**Task details**
The records that follow are to be given again exactly, with their pictures omitted.

**Data for this task**
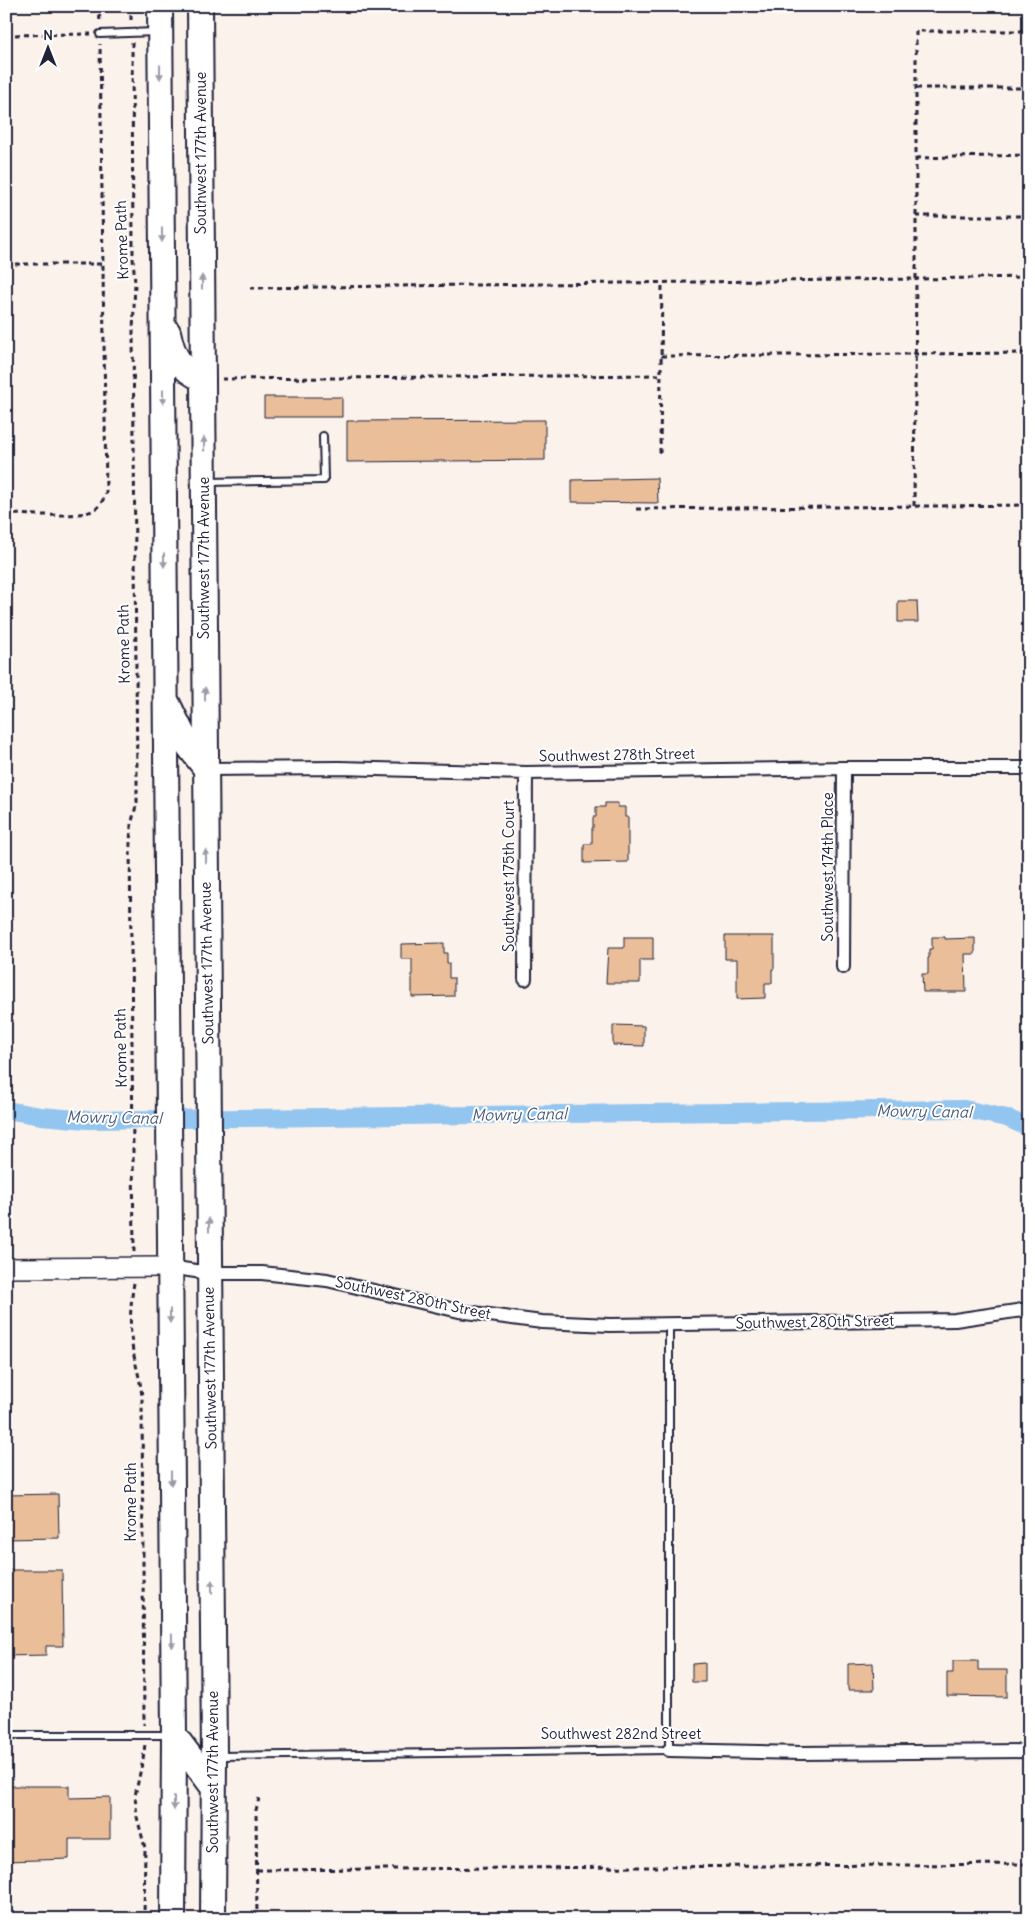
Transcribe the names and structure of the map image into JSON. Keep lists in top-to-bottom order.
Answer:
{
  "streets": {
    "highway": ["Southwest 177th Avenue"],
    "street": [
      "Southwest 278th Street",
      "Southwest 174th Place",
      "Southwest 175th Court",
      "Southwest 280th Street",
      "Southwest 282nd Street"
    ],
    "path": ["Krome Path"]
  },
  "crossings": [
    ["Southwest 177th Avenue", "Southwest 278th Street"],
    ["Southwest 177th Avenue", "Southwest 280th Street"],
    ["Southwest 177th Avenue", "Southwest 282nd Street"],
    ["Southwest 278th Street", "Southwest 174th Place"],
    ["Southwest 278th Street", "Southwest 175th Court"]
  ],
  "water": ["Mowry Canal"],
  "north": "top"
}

**Exercise result**
Transcribe the names and structure of the map image into JSON. Keep lists in top-to-bottom order.
Answer:
{
  "streets": {
    "highway": ["Southwest 177th Avenue"],
    "street": [
      "Southwest 278th Street",
      "Southwest 174th Place",
      "Southwest 175th Court",
      "Southwest 280th Street",
      "Southwest 282nd Street"
    ],
    "path": ["Krome Path"]
  },
  "crossings": [
    ["Southwest 177th Avenue", "Southwest 278th Street"],
    ["Southwest 177th Avenue", "Southwest 280th Street"],
    ["Southwest 177th Avenue", "Southwest 282nd Street"],
    ["Southwest 278th Street", "Southwest 174th Place"],
    ["Southwest 278th Street", "Southwest 175th Court"]
  ],
  "water": ["Mowry Canal"],
  "north": "top"
}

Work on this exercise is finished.